Could you restate word for word every line of the records below, from the first one to the one holding "position:relative; width:1139px; height:2269px;"?

START Records provided

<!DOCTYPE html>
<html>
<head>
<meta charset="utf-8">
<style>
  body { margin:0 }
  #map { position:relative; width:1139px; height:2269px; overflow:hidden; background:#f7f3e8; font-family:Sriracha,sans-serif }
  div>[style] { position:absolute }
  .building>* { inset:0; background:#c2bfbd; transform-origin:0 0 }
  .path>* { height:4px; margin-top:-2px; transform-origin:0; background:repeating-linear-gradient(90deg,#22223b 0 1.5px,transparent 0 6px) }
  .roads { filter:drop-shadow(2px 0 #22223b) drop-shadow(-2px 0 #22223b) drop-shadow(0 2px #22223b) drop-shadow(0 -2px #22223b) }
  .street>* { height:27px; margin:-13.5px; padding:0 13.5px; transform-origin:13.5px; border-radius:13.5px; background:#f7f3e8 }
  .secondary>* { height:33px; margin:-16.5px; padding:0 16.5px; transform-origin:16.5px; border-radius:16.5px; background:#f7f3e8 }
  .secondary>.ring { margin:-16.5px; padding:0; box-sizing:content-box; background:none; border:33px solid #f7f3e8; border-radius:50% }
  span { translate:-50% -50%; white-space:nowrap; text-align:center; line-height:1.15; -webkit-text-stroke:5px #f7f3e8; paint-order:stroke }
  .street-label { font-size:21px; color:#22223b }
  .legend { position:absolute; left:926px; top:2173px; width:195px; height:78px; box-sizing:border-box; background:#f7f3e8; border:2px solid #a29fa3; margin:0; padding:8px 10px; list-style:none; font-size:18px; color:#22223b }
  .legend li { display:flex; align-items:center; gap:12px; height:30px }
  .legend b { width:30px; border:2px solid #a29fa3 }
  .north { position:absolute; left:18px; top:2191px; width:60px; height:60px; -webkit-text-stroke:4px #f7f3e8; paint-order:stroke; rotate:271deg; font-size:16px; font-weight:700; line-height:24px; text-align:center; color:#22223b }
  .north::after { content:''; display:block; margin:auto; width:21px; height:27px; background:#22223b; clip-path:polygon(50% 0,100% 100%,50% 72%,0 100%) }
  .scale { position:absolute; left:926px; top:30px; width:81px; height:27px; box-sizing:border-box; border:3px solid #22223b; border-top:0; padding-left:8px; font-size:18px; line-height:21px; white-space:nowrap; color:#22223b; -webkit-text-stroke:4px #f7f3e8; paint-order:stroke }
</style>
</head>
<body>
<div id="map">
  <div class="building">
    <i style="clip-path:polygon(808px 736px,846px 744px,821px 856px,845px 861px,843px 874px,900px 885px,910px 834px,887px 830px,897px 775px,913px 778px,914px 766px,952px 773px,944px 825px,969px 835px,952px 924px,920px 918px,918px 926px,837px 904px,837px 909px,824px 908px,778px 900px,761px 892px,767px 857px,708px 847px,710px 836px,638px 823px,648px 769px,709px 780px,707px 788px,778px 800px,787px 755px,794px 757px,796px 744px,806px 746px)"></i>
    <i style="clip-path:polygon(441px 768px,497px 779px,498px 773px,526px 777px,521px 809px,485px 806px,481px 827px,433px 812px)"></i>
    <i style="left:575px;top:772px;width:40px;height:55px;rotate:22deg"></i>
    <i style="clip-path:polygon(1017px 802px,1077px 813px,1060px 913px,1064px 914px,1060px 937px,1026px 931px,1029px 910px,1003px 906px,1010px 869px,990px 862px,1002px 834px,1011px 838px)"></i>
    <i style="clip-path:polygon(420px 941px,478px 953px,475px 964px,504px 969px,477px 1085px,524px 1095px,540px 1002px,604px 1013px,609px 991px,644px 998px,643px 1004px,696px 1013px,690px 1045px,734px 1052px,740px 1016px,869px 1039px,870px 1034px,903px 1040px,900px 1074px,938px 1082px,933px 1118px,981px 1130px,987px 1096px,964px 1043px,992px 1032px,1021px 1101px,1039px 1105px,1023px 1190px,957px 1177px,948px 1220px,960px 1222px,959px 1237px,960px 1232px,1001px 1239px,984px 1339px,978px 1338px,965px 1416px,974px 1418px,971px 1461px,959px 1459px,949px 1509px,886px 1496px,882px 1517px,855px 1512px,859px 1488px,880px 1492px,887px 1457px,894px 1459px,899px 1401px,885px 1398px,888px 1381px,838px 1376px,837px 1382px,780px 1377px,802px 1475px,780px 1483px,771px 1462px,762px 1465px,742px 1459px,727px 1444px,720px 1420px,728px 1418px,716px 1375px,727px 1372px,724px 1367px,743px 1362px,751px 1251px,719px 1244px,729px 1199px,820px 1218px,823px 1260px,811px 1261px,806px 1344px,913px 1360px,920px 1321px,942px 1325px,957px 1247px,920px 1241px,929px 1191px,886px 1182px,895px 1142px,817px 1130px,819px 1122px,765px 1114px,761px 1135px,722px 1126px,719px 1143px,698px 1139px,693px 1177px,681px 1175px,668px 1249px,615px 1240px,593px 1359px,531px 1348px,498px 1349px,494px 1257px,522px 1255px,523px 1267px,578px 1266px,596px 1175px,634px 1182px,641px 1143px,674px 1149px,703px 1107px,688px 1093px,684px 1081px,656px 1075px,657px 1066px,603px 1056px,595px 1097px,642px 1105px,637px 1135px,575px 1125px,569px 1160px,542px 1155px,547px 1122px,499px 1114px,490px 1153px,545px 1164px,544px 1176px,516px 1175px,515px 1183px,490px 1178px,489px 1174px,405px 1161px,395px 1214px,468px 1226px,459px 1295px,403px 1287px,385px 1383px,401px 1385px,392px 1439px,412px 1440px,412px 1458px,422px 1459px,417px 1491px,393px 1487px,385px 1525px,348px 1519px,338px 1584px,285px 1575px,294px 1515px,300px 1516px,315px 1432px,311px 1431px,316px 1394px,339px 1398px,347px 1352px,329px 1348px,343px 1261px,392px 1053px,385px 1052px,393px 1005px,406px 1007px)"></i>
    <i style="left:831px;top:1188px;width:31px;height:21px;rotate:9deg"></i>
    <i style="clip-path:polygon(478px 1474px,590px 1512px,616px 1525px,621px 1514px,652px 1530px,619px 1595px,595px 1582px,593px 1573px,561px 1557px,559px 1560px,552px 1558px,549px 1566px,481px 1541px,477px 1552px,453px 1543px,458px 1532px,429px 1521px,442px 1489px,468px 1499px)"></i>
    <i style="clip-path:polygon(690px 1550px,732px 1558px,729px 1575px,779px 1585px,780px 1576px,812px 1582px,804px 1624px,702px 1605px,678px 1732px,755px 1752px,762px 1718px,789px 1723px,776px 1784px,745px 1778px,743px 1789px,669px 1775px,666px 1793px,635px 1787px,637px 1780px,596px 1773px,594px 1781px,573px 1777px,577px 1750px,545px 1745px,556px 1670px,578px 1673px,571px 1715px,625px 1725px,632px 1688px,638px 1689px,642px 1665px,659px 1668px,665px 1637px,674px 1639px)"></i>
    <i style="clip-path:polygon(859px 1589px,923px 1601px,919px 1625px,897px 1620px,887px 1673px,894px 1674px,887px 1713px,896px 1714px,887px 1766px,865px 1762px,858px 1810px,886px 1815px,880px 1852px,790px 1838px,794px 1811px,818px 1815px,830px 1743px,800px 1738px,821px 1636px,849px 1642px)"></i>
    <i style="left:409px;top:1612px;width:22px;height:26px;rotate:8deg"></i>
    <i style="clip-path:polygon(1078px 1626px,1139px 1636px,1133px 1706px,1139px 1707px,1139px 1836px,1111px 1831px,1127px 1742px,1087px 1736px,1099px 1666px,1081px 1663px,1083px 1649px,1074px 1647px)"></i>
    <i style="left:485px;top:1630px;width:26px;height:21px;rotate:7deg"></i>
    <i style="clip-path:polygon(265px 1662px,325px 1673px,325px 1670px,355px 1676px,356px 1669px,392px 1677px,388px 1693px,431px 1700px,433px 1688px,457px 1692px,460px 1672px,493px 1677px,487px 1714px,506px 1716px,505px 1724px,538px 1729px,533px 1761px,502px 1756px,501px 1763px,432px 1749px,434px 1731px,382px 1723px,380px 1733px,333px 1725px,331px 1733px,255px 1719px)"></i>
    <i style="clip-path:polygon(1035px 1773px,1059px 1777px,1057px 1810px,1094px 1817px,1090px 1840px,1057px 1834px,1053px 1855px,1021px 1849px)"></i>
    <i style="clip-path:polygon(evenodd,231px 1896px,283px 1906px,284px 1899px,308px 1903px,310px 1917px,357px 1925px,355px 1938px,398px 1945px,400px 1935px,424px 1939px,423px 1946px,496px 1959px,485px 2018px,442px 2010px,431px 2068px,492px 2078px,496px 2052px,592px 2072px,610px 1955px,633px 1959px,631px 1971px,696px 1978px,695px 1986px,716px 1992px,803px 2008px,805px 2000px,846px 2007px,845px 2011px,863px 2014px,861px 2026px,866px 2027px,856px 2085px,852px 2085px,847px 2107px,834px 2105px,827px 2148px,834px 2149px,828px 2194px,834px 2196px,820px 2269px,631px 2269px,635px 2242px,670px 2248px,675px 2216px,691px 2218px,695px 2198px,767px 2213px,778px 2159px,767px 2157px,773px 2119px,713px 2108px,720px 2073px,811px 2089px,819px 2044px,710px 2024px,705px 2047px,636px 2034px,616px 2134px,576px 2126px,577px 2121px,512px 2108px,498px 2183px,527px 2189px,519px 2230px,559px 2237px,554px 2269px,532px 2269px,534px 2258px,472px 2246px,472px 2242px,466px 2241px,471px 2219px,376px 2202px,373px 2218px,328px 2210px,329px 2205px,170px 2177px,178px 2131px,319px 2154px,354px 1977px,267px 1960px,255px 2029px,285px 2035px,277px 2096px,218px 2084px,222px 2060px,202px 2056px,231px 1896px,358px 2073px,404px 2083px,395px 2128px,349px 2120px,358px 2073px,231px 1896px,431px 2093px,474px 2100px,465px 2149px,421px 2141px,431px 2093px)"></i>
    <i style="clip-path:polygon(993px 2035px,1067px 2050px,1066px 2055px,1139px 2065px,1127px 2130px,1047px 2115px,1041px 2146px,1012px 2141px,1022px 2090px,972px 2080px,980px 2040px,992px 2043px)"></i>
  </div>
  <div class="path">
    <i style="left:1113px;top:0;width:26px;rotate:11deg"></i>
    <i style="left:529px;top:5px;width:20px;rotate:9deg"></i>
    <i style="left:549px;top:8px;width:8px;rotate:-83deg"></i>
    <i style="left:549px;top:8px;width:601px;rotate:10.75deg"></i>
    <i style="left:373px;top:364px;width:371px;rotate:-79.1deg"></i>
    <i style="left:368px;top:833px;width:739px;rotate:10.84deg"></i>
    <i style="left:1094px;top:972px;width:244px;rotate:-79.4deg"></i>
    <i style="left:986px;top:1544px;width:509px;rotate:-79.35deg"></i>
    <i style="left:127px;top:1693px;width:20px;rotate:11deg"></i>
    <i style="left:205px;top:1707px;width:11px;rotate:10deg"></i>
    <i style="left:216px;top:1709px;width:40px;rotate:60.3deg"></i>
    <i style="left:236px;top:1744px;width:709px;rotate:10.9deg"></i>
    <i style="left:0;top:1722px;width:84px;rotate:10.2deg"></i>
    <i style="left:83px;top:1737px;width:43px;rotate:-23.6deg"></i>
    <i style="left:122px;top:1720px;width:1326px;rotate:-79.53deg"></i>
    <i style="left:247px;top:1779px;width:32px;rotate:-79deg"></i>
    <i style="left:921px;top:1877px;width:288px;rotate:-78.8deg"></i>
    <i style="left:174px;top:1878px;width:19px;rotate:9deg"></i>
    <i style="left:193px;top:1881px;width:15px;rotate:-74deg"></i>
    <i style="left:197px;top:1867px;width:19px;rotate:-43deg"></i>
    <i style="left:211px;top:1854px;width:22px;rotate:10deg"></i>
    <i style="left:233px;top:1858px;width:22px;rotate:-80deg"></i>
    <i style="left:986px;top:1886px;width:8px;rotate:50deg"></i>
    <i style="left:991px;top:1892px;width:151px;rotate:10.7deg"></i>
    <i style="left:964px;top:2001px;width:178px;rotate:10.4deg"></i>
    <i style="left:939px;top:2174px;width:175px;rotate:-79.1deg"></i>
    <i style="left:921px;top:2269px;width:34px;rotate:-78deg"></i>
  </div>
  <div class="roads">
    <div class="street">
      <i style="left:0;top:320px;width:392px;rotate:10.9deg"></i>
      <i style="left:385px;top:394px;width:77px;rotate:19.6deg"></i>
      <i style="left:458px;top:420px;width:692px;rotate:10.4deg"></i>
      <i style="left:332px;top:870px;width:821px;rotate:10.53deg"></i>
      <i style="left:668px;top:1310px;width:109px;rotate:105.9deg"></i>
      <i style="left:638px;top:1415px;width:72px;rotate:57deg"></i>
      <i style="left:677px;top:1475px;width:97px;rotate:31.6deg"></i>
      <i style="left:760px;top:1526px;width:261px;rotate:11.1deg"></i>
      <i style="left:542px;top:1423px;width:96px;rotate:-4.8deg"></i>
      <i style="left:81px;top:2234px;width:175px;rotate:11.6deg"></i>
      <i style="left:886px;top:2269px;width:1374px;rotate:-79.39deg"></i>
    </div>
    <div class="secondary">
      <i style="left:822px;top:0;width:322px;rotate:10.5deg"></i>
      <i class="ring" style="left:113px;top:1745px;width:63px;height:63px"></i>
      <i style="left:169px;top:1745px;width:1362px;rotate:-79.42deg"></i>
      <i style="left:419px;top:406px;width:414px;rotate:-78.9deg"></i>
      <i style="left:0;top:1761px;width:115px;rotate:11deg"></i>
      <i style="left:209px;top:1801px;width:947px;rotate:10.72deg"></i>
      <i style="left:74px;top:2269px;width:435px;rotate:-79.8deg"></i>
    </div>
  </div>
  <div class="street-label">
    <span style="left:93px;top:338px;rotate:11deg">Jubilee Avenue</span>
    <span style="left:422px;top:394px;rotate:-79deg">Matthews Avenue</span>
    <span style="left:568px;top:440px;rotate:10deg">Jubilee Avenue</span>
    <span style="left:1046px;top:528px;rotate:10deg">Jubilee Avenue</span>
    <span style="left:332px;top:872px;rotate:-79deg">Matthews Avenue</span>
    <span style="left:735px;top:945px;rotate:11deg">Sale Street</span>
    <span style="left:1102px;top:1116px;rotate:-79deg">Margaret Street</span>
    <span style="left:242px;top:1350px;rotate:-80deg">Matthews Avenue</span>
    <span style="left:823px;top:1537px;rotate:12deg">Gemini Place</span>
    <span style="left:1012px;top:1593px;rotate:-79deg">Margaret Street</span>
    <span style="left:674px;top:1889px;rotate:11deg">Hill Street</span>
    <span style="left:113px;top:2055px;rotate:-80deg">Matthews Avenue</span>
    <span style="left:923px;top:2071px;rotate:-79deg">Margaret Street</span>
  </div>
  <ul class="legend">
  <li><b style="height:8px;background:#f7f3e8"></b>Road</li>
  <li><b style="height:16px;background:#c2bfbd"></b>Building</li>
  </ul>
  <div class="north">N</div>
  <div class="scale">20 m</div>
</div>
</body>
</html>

END Records provided

▸ **Finished exercise**
<!DOCTYPE html>
<html>
<head>
<meta charset="utf-8">
<style>
  body { margin:0 }
  #map { position:relative; width:1139px; height:2269px; overflow:hidden; background:#f7f3e8; font-family:Sriracha,sans-serif }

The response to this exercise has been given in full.